- **Exercise data**
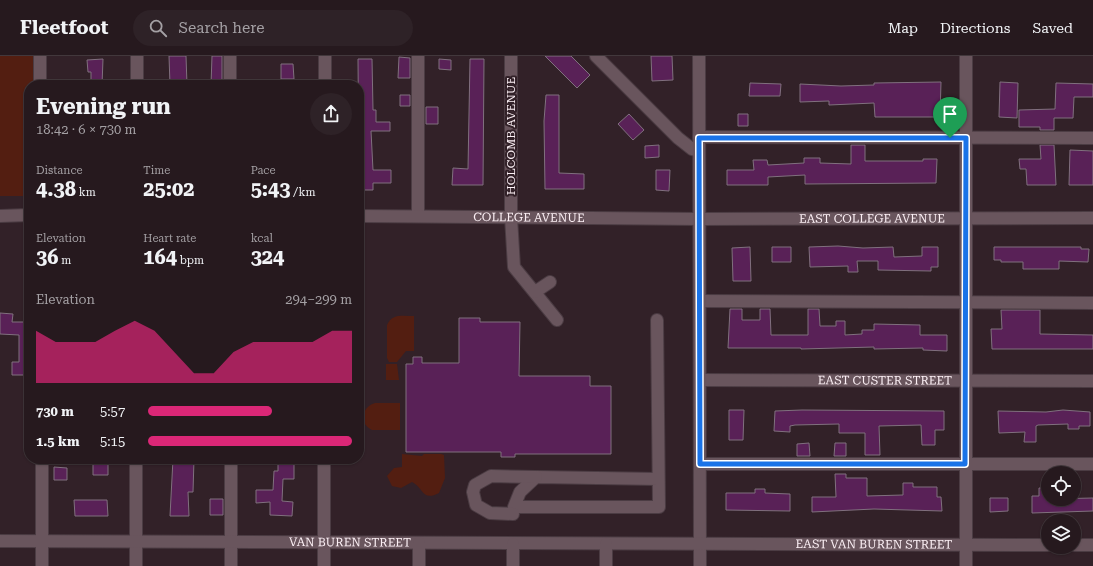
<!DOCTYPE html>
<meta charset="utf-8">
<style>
:root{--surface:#26191e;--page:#2e2227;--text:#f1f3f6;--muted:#a4a0a4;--line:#42383c;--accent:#db2777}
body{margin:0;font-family:"Roboto Serif",serif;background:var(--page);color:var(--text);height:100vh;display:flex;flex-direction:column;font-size:15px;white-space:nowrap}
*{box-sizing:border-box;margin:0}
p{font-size:13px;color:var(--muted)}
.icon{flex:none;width:22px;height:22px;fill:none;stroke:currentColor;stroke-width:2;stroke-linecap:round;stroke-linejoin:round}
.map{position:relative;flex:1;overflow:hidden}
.sheet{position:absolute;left:24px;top:24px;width:340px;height:384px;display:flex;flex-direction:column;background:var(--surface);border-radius:16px;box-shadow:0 1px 3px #0004,0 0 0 1px var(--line)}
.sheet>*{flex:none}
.buttons{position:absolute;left:1041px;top:410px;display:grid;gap:8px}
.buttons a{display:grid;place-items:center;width:40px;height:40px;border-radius:50%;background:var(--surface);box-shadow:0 1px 3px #0004,0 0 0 1px var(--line);font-size:20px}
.pin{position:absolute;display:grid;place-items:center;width:34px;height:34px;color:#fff;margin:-41px -17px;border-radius:50% 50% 50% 0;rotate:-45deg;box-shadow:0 0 4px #0007}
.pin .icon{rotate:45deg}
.round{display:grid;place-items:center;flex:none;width:42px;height:42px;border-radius:21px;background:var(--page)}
.headline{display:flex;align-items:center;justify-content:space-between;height:68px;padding:0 12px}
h1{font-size:22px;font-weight:700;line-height:30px}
.stats{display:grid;grid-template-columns:repeat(3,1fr);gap:6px;height:68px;padding:4px 12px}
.stats div{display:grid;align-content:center}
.stats b{font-size:20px;font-weight:700}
.stats small{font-size:11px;font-weight:400}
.stats p{font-size:11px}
.chart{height:112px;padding:8px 12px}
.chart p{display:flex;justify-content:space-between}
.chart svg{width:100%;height:72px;margin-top:4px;fill:var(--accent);opacity:.7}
ul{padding:0 12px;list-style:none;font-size:13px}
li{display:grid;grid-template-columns:64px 48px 1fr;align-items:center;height:30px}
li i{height:10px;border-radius:5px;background:var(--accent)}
header{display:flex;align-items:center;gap:24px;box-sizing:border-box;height:56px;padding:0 20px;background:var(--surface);border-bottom:1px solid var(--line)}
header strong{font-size:19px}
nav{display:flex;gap:22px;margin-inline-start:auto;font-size:14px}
.search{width:280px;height:36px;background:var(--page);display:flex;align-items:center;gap:10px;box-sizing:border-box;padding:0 14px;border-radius:22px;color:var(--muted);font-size:15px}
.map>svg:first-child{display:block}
.green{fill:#531e11}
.building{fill:#592157;stroke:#80707e}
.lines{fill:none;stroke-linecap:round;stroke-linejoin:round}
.minor-casing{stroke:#4b3c43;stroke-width:14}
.minor{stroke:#69555d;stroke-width:12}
.route-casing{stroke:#fff;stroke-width:8}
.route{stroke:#1a73e8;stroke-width:5}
.labels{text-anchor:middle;stroke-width:4;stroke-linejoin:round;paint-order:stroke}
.street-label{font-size:12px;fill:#fbeff4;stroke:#322128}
</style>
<header>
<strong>Fleetfoot</strong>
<div class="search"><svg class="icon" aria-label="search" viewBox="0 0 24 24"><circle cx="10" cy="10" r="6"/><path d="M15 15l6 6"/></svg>Search here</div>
<nav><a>Map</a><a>Directions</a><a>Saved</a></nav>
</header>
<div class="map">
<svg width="1093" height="510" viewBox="0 0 1093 510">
<rect width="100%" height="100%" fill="#322128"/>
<path class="green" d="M0,0H34V29H29V140H0Z
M414,260V295H406L397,306H389L387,302V269C392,257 403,260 414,260Z
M386,308H397L399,324H386Z
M375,347H400V374H372C359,368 361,351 375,347Z
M402,398L422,400L424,398H441L444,399L445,422L439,437C422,446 423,431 412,426L401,432L392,430L387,420L394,412L402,411Z"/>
<path class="building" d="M169,0H186L187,29H170Z
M212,0H222V29H211Z
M545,0H571L590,19L577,32Z
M651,0H672L673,24L652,25Z
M399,1L410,2V22H398Z
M103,3L102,29H91V16H88L87,4Z
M358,3H372L373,54H376V66H390V75H371L373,114H391V127H373V134H359Z
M439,3L451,4V14L439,13Z
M470,3H484L483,129H452L453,112L468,113Z
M281,8H293L294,23H281Z
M941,26L940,61H875L874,47L829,49V45L800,46V28L841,30L874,29V27Z
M1000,26L1018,27L1017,62L999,61Z
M750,27L781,28L780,40H749Z
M1056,27L1093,28V41H1074L1073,62H1054V74H1040V71H1019V54L1055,53Z
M400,39H410V50H400Z
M546,39H559V117L584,118V133H545L544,65Z
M426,51H438V68H426Z
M629,58L644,74L633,84L618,68Z
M738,58H748V70H738Z
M659,89V101L645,102V90Z
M851,89H865V105H923V103H937L936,127L805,128V119L768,121V129H727V114H754L753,104H767L768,109L804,107V102H820V107L851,108Z
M1040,89H1054L1056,129H1027L1026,113H1020L1019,103H1041Z
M1070,94L1093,95V129H1069Z
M656,114H670L669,135L656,134Z
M838,190L863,192L893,191L894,201L922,200V191H938V211H931V215L878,214V205H857L858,216H848V210L810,211L809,191Z
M750,191L751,225H733L732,192Z
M772,191H791V206H772Z
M994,191H1081V193H1089L1088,206L1059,205V213H1023V206H1001V204H994Z
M730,253H742V264H760V253H770L771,279H808V253H819L820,270H836V265H845V279L862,278V274H874V268L920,269V279H947V295L923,294V292L874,293V291L801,293V292H728Z
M1001,254H1040V278L1093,279V293H992L991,273H1002Z
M0,257L13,258L12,266H29L28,319H12V306H19V279L0,278Z
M459,262H480V266H520L519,320H590V330H611V398H515V401H501V396H406V308H413V301H422V307H459Z
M729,354H744L743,384H729Z
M802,354L944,355V374H935V389H922L921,369L879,370L880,399H865V377H839V368L795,369L790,370V376L774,375L775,355Z
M1063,354L1090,356V370H1079V373H1068V368L1038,369L1036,370V386H1024L1025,376L999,377L998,355L1046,356Z
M809,387L810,400H797V388Z
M835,387H846V400H834Z
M173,403H194L193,436H188L189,460H170Z
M108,404V419H93V405Z
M278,404H294V423H283L282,445L293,446L292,460L270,459V446L256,447V434H273L274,415H278Z
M54,411L67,412V424H54Z
M835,418H846V422H867V440L903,439V427H913V431H937V441H941L942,455L874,453L812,456V441H836Z
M1039,432H1048V443L1093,442V455L1032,457V440H1039Z
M755,433H765V437L790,438V455L726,454V437H755Z
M990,442H1008V455L990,456Z
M210,443H223V459H210Z
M74,444H107L108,460H75Z"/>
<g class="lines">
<g class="minor-casing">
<g id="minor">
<path d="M418,0V160"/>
<path d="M511,0V161L514,211L557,264"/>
<path d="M596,0L678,82L692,93L699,95"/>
<path d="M699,0L700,510"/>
<path d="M40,29V0"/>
<path d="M137,29V0"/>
<path d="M230,29V0"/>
<path d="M325,29V0"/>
<path d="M699,81L1093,82"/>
<path d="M0,160L29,159"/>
<path id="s1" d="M359,160L700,163L1093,162"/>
<path d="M535,236L550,226"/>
<path d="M700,245L1093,247"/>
<path d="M657,264L659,451H514L520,436L536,421L658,423"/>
<path id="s2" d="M700,324L1093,325"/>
<path d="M136,403V510"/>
<path d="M231,403V510"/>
<path d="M324,403V510"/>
<path d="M700,408H1093"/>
<path d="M513,458L490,457L476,449L473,436L475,429L491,420L536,421"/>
<path id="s3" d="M0,485L1048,489"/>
<path d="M419,487V510"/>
<path d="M606,488V510"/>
<path d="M1074,489H1093"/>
<path d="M42,510V403"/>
<path d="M513,510V488"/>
<path d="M966,510V0"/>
</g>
</g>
<use href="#minor" class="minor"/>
</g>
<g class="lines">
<g class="route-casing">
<path id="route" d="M699,82H966L965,408H700Z"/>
</g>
<use href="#route" class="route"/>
</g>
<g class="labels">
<g class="street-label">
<text transform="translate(511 80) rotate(-90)" y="4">HOLCOMB AVENUE</text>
<text dy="4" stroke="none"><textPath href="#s1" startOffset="170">COLLEGE AVENUE</textPath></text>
<text dy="4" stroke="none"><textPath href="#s1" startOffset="513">EAST COLLEGE AVENUE</textPath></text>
<text dy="4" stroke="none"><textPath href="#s2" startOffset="185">EAST CUSTER STREET</textPath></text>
<text dy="4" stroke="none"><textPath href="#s3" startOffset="350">VAN BUREN STREET</textPath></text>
<text dy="4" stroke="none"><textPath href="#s3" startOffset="874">EAST VAN BUREN STREET</textPath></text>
</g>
</g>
</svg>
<div class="buttons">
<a><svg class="icon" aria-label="locate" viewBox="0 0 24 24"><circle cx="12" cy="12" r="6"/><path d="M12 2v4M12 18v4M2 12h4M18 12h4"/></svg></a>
<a><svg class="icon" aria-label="layers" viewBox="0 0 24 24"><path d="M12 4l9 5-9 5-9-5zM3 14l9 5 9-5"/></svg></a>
</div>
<div class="pin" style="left:950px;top:82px;background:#1e9e55"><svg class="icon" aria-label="arrive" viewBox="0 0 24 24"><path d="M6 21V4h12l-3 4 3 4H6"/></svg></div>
<section class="sheet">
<div class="headline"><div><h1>Evening run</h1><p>18:42 · 6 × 730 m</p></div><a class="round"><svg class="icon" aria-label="share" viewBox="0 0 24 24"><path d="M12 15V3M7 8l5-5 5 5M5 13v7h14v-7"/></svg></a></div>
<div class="stats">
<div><p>Distance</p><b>4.38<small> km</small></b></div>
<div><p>Time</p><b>25:02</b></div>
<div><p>Pace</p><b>5:43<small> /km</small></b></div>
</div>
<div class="stats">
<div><p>Elevation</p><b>36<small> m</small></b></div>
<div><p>Heart rate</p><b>164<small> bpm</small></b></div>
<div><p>kcal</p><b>324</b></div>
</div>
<div class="chart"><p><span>Elevation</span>294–299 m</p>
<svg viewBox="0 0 160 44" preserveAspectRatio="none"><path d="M0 44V12L10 19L20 19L30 19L40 12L50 6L60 12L70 25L80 38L90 38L100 25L110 19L120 19L130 19L140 19L150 12L160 12V44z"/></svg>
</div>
<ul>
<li><b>730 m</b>5:57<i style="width:61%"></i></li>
<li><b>1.5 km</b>5:15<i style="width:100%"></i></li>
</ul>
</section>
</div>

- **Exercise goal**
When the word "shadow" occurs in a line above, list that line.

- **Answer to the exercise**
.sheet{position:absolute;left:24px;top:24px;width:340px;height:384px;display:flex;flex-direction:column;background:var(--surface);border-radius:16px;box-shadow:0 1px 3px #0004,0 0 0 1px var(--line)}
.buttons a{display:grid;place-items:center;width:40px;height:40px;border-radius:50%;background:var(--surface);box-shadow:0 1px 3px #0004,0 0 0 1px var(--line);font-size:20px}
.pin{position:absolute;display:grid;place-items:center;width:34px;height:34px;color:#fff;margin:-41px -17px;border-radius:50% 50% 50% 0;rotate:-45deg;box-shadow:0 0 4px #0007}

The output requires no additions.